Busan, South Korea — On September 19, 2025, the extra 500 won charged on intercity transfers between Busan, Gimhae, and Yangsan disappears. The change is the product of a three-way agreement led by the Busan Metropolitan Government on one side and Gyeongsangnam-do working with its municipalities—Gimhae and Yangsan—on the other. It is not a region-wide overhaul involving Ulsan or the entirety of South Gyeongsang; it is a targeted fare integration for these three adjoining jurisdictions that share the densest daily cross-border travel flows.
The rule that has been in place since May 2011 was simple and persistent. When a rider crossed a city boundary and transferred—bus to metro, metro to the Busan–Gimhae light rail, or onto a bus operated by a neighboring municipality—an intercity surcharge of 500 won applied on the first such transfer. If a third leg involved yet another jurisdiction, an additional 200 won was added. Over a workweek the numbers were small; over a month they were noticeable for students and low-wage workers whose commutes routinely crossed administrative lines. From September 19, all of that vanishes for users who tap out and transfer within 30 minutes, up to two intercity transfers. The change is automatic for all transit cards; there is nothing to sign up for.
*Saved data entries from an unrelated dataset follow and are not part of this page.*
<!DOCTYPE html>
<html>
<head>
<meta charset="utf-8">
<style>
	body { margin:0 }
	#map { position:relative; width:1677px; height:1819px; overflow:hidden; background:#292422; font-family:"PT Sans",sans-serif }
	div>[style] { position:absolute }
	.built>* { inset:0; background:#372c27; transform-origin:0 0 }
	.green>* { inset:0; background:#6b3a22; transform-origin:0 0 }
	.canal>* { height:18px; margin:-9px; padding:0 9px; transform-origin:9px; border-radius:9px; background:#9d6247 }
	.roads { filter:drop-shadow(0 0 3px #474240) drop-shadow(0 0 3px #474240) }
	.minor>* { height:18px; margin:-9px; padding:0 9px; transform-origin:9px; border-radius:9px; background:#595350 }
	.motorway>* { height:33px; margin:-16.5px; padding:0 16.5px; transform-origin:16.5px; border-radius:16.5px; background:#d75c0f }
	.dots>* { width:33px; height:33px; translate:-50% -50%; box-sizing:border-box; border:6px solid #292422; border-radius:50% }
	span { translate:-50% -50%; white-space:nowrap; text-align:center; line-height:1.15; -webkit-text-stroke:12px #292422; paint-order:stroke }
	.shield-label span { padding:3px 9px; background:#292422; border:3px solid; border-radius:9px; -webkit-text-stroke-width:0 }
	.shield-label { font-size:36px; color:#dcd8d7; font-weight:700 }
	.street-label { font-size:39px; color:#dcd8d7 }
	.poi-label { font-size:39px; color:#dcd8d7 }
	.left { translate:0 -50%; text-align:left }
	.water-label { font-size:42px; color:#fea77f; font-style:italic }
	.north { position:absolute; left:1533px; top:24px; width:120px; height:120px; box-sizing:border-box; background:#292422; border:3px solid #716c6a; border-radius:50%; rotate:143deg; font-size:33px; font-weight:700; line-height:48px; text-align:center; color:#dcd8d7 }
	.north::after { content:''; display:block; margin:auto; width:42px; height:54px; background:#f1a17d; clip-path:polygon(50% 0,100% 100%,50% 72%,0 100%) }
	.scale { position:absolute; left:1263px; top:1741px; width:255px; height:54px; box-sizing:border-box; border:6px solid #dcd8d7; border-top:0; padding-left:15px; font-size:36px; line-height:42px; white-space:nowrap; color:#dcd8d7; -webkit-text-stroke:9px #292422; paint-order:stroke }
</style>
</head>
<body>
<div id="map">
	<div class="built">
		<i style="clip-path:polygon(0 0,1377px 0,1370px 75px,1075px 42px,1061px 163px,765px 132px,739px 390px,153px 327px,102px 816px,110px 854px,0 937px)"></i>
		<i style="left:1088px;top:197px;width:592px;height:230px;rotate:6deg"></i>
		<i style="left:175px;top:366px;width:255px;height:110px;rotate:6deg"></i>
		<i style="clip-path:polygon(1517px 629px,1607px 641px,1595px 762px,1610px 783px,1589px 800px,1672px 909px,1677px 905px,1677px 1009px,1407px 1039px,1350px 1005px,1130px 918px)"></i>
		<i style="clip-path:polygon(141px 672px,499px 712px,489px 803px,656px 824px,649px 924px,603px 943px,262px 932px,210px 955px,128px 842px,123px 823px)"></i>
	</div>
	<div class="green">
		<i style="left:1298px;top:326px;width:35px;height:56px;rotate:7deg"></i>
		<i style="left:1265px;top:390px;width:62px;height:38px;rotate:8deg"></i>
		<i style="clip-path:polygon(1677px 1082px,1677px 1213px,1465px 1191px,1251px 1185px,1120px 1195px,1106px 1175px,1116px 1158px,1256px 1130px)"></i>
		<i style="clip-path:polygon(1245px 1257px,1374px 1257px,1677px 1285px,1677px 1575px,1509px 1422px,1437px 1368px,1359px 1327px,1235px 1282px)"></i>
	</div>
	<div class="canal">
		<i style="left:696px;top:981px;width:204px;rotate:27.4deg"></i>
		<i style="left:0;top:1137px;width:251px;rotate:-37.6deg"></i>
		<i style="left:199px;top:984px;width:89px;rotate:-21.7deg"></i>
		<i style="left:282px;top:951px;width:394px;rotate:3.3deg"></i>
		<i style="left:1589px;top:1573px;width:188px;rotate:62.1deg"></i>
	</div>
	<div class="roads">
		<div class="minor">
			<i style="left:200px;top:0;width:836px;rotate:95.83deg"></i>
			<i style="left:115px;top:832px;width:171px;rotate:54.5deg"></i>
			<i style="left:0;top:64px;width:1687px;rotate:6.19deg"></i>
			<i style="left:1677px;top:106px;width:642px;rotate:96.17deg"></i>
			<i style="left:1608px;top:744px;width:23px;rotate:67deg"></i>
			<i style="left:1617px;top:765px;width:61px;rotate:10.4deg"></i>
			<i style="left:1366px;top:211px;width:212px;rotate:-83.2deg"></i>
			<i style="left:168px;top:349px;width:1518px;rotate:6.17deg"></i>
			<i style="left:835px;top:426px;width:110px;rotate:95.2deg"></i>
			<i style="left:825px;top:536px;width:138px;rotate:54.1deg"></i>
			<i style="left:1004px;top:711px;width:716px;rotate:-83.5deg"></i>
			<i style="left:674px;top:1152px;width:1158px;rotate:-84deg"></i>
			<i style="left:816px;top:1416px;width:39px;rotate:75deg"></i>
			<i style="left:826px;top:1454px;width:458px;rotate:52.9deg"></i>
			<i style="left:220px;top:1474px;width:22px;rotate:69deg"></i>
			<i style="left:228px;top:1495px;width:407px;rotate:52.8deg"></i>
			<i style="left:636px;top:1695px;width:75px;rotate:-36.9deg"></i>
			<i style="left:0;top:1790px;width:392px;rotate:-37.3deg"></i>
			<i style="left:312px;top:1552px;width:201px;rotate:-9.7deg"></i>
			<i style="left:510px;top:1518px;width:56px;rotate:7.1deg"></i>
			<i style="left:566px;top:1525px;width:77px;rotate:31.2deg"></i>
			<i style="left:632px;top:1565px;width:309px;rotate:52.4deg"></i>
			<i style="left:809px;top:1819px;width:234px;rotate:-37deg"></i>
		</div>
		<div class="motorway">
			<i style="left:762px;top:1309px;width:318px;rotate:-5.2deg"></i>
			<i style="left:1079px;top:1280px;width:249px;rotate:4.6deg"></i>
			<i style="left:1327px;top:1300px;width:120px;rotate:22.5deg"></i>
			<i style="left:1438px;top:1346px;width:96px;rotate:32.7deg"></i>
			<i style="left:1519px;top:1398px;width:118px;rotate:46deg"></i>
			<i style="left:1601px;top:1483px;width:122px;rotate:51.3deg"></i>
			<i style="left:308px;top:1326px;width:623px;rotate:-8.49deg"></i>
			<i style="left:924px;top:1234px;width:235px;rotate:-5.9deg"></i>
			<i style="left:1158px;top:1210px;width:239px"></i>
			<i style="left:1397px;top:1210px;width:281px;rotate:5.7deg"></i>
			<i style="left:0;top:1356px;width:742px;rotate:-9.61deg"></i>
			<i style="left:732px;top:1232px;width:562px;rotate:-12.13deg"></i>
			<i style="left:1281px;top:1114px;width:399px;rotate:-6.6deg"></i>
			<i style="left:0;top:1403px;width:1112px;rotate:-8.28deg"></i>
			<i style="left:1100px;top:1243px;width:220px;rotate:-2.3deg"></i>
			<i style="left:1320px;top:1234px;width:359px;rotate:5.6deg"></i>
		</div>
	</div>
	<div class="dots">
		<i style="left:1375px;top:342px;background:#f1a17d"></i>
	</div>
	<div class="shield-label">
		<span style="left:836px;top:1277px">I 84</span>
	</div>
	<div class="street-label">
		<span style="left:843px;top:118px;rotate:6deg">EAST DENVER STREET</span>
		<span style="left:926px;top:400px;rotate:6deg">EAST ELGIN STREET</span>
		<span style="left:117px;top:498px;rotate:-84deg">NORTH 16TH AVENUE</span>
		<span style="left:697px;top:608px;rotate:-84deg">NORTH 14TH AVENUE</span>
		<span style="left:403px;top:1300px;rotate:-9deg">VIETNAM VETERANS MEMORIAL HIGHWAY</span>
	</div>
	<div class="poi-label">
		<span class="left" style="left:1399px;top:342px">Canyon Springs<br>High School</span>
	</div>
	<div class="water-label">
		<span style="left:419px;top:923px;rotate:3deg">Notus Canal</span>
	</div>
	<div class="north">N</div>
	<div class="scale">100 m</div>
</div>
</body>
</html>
City data puts the annual household benefit at roughly 5.5 billion won. The estimate comes from the same pool of receipts the surcharge used to generate: about 5.5 billion won per year across Busan’s buses, metro, and the Busan–Gimhae LRT. A breakdown provided by Busan shows how that revenue was distributed: approximately 682 million won from city buses, 91 million from village buses, 2.548 billion from the metro, and 2.179 billion from the LRT—figures that sum to the line item now being zeroed out. For regular cross-border riders, the expected saving is more than 10,000 won per month.
The policy scope is intentionally narrow and administrative roles are distinct. Busan is a metropolitan city operating its own large rail and bus systems. Gimhae and Yangsan are municipal governments within Gyeongsangnam-do; their buses and the interconnection with the LRT feed the same commuter market but are planned and funded on a different scale. The new arrangement recognizes that scale difference without pretending there is a single, consolidated authority. Busan waives the surcharge on its side; Gyeongsangnam-do coordinates with Gimhae and Yangsan to do the same on theirs; operators are compensated through local budgets agreed for this program.
Practicalities matter to riders more than governance charts, so the agencies have published concrete examples. A Busan bus → LRT → Gimhae bus trip that would cost 4,600 won as three separate fares fell to 2,300 won under the old transfer regime and will now settle at 1,600 won with the surcharge removed—700 won saved on a single chain. A Busan bus → Yangsan bus → Busan express bus sequence that priced at 5,100 won as separate trips came to 2,600 won with the former transfer policy and will now be 2,100 won, a 500 won reduction. The rules are uniform: a 30-minute transfer window, eligibility for up to two intercity transfers, and automatic application to all cards.
This is not the relaunch of the shelved “special union” proposal that once grouped Busan, Ulsan, and South Gyeongsang under a single framework. Nor is it a blanket program for all of Gyeongsangnam-do. It is a discrete, implement-now measure that fits a corridor where the administrative boundary is crossed most frequently and where small fare frictions produced the greatest cumulative cost for households. Officials in Busan describe it as a commuter-first fix for a real and measurable pain point; officials in Gyeongsangnam-do frame it as an inter-municipal service improvement that does not require re-drawing lines or re-writing statutes.
Whether the numbers work over time will depend on ridership and funding. Eliminating the surcharge removes a dependable revenue stream. The three governments say they will make up the difference from their budgets while they monitor changes in boardings and net operating results. If transfers rise as expected, part of the lost surcharge may be absorbed by base-fare demand. If they do not, more formal support—through provincial or national transport grants—will be needed to keep the operators whole.
For now, the correction is clear on the ground. On September 19, a rider moving from a Busan bus to the LRT and on to a Gimhae or Yangsan bus no longer pays a premium for crossing a line on a map. The decision reflects how the labor and education markets in this corner of the country already function: metropolitan Busan on one side, two smaller cities in Gyeongsangnam-do on the other, stitched together by daily trips rather than by a single charter.